Having been thoroughly absorbed by Joyce’s famed stream of consciousness novel, I didn’t have to think twice about picking up his compilation of short stories, The Dubliners, for the Irish leg of my reading challenge.
When I read, I often underline passages and sentences that strike a chord with me. In Joyce’s collection, the last story contained this line: “Better pass boldly into that other world, in the full glory of some passion, than fade and wither dismally with age.”
It instantly brought to mind the line from Neil Young’s song, My My Hey Hey, “it’s better to burn out than to fade away”. Kurt Cobain quoted this lyric in his suicide note, in 1994.
I wonder if he, or Young, knew of the mutual reflections that swirled through Joyce’s mind, which he penned in his short story, ironically titled The Dead.
Joyce would have to compete for the spot as my favourite Irish writer with Oscar Wilde. But they don’t really compare. Both delivered shrewd social commentary through their writing, but in distinct ways that make both of them memorable to this day.
My first Wilde encounter was with The Importance of Being Earnest; also part of my set works for varsity English; but it was only somewhat later that I fell in love with Wilde’s deliciously sharp wit. I’ve already devoured about half his work – having acquired his complete works – and luckily there is still plenty for me to enjoy.

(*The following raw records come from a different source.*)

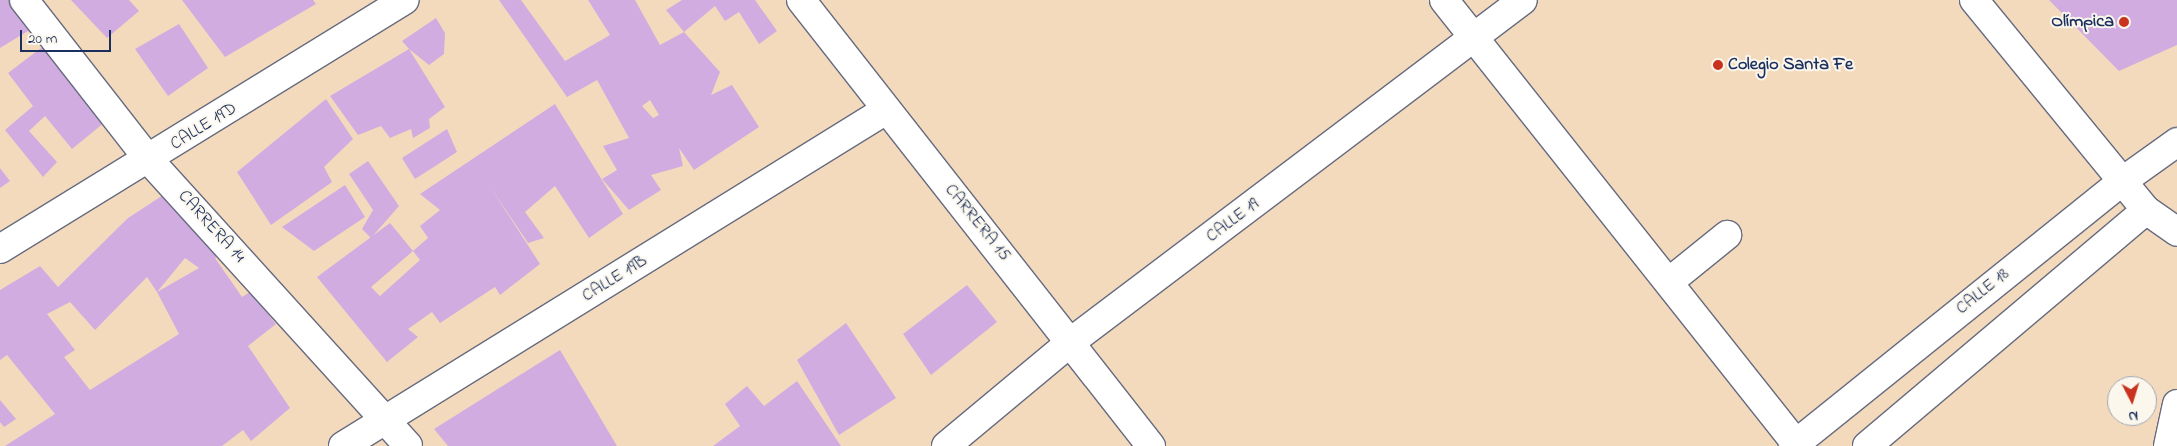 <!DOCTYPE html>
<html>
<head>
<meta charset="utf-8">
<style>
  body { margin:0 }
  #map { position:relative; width:2177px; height:446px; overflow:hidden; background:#f4dabd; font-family:"Indie Flower",sans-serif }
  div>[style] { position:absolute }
  .building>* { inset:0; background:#d1ace1 }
  .roads { filter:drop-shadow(1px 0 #676b7f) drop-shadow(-1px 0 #676b7f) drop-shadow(0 1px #676b7f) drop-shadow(0 -1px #676b7f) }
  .minor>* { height:28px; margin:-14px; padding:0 14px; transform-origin:14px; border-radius:14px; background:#fff }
  .major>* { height:28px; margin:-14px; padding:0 14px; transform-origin:14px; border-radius:14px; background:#fff }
  .dots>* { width:14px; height:14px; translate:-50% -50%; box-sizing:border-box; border:2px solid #fbf7ec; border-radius:50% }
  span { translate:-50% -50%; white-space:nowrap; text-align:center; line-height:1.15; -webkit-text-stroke:4px #fbf7ec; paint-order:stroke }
  .poi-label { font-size:18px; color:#1b2f5e; font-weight:700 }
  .right { translate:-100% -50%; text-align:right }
  .left { translate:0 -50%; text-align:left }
  .street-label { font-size:18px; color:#1b2f5e }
  .north { position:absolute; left:2107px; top:376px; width:50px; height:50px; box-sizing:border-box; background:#fbf7ec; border:1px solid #a1a7b3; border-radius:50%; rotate:175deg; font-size:14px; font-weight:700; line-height:20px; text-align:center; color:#1b2f5e }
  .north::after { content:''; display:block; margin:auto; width:18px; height:22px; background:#c8321e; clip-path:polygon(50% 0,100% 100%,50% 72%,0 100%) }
  .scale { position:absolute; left:20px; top:30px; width:91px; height:22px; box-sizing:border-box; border:2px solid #1b2f5e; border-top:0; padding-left:6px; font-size:15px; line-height:18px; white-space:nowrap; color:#1b2f5e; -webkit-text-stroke:4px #fbf7ec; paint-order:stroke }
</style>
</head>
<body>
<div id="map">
  <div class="building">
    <div style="clip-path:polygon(0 0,16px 0,38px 25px,0 48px)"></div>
    <div style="clip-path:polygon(71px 0,129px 0,139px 11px,107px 38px)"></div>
    <div style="clip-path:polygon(182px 0,313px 0,316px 4px,225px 57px)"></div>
    <div style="clip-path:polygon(evenodd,499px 0,521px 0,565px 61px,610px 35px,588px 0,635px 0,660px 45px,684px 32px,720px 72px,711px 95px,732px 85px,759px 127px,694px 170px,679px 148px,683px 166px,651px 175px,661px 190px,629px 210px,602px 179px,617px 170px,603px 146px,629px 138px,597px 80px,567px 97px,499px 0,650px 100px,659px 115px,653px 118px,642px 106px,650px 100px)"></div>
    <div style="clip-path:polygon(682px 0,755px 0,777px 31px,759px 44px,739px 12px,725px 21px,715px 6px,684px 32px,666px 10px)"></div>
    <div style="clip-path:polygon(2049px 0,2177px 0,2177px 45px,2119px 71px)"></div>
    <div style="clip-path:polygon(436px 18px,445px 33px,444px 54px,429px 65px,409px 49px,445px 107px,429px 119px,430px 128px,413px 138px,411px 129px,390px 138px,381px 126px,358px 135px,330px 96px,409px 49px,402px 41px)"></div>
    <div style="clip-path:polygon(179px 24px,208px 68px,168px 96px,135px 49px)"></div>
    <div style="clip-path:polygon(53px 39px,105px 122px,72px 149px,45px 116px,29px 131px,57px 162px,43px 177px,5px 130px,33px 106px,8px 73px)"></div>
    <div style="clip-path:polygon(326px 99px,353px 139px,324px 167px,332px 182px,271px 225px,237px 172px)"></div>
    <div style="clip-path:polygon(555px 104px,623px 214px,589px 238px,555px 186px,525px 212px,544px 238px,528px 243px,491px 188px,540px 264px,500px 295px,495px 287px,440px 323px,432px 312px,408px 329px,418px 337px,387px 362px,317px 277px,390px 223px,413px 251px,371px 287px,380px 296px,420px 260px,413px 251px,428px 238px,420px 226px,440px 210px,420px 194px)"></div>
    <div style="clip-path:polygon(447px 129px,457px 152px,415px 179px,402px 158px)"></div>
    <div style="clip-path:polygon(368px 161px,399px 206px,371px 238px,362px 229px,373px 210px,349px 174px)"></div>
    <div style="clip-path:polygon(0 168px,10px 181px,0 188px)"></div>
    <div style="clip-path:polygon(345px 185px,365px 217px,314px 251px,282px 227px)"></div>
    <div style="clip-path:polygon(evenodd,171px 190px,221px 255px,215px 258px,242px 297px,250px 292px,276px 324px,248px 346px,290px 408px,251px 441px,243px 430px,222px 446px,5px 446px,55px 414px,7px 355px,0 360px,0 290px,40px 266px,58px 287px,128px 218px,171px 190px,185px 258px,199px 268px,157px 292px,179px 334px,90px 390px,64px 357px,75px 350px,47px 314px,70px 302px,95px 330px,147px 277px,157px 292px,185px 258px)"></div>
    <div style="clip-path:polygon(967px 285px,997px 322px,931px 375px,903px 334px)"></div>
    <div style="clip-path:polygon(846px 323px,896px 398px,839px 435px,797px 360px)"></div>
    <div style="clip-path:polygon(560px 350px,617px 446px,448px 446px,434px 429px)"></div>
    <div style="clip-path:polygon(797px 381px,841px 446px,713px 446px,740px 426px,725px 404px,747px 386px,764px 406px)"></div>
    <div style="clip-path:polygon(0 400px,16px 419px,4px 427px,0 422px)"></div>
  </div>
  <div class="roads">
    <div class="minor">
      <div style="left:24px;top:0;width:204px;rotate:52deg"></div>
      <div style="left:150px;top:161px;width:384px;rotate:47.8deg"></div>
      <div style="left:801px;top:0;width:567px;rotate:51.88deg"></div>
      <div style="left:1444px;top:0;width:569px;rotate:51.56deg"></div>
      <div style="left:1974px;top:0;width:271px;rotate:50.7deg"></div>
      <div style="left:2146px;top:210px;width:38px;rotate:35deg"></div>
      <div style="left:0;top:249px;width:475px;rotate:-31.6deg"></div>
      <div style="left:1669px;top:282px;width:75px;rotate:-39deg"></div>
      <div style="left:343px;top:446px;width:639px;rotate:-31.75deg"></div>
      <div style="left:946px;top:446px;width:164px;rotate:-39.8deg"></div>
      <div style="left:1072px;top:341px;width:565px;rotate:-37.09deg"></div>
      <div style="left:1793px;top:446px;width:425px;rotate:-38.8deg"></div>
      <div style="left:2124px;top:180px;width:65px;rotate:-35.6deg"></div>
      <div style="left:1867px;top:446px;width:365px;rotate:-40.2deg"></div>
    </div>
    <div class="major">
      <div style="left:2168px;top:446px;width:43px;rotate:-77.9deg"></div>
    </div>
  </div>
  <div class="dots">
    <div style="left:2124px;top:22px;background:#c8321e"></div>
    <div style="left:1718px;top:65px;background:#c8321e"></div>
  </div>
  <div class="poi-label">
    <span class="right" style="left:2114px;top:22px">Olímpica</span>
    <span class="left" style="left:1728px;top:65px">Colegio Santa Fe</span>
  </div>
  <div class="street-label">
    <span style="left:204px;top:127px;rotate:-32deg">CALLE 19D</span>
    <span style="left:1233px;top:221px;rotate:-37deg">CALLE 19</span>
    <span style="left:977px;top:223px;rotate:51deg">CARRERA 15</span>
    <span style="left:211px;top:227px;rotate:48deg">CARRERA 14</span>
    <span style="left:615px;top:279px;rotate:-32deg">CALLE 19B</span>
    <span style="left:1983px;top:292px;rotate:-39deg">CALLE 18</span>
  </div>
  <div class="north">N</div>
  <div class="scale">20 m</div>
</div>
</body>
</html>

George Bernard Shaw is another great. In high school we studied Pygmalion, upon which the musical My Fair Lady is based, and at varsity we contemplated Saint Joan and Major Barbara. I have always loved My Fair Lady – despite its dubious ending – and delighted in reading the part of Eliza Doolittle, in class.
That was hardly the end of my Irish literary instruction. I also read Gulliver’s Travels by Johnathan Swift in varsity. And, having studied drama, watched endless extracts from Samuel Beckett’s Waiting for Godot.
We also have the Irish to thank for the familiarity of Dracula. It was the Irishman Bram Stoker who immortalised the legend we now know so well and have watched in countless movie and TV adaptations.
With this wealth of literary treasures, I can just imagine the wonder of embarking on a literary tour of Ireland, uncovering the sights, sounds, and spaces that inspired the wit of Wilde, the macabreness of Stoker, and the streaming jumble of Joyce’s thoughts.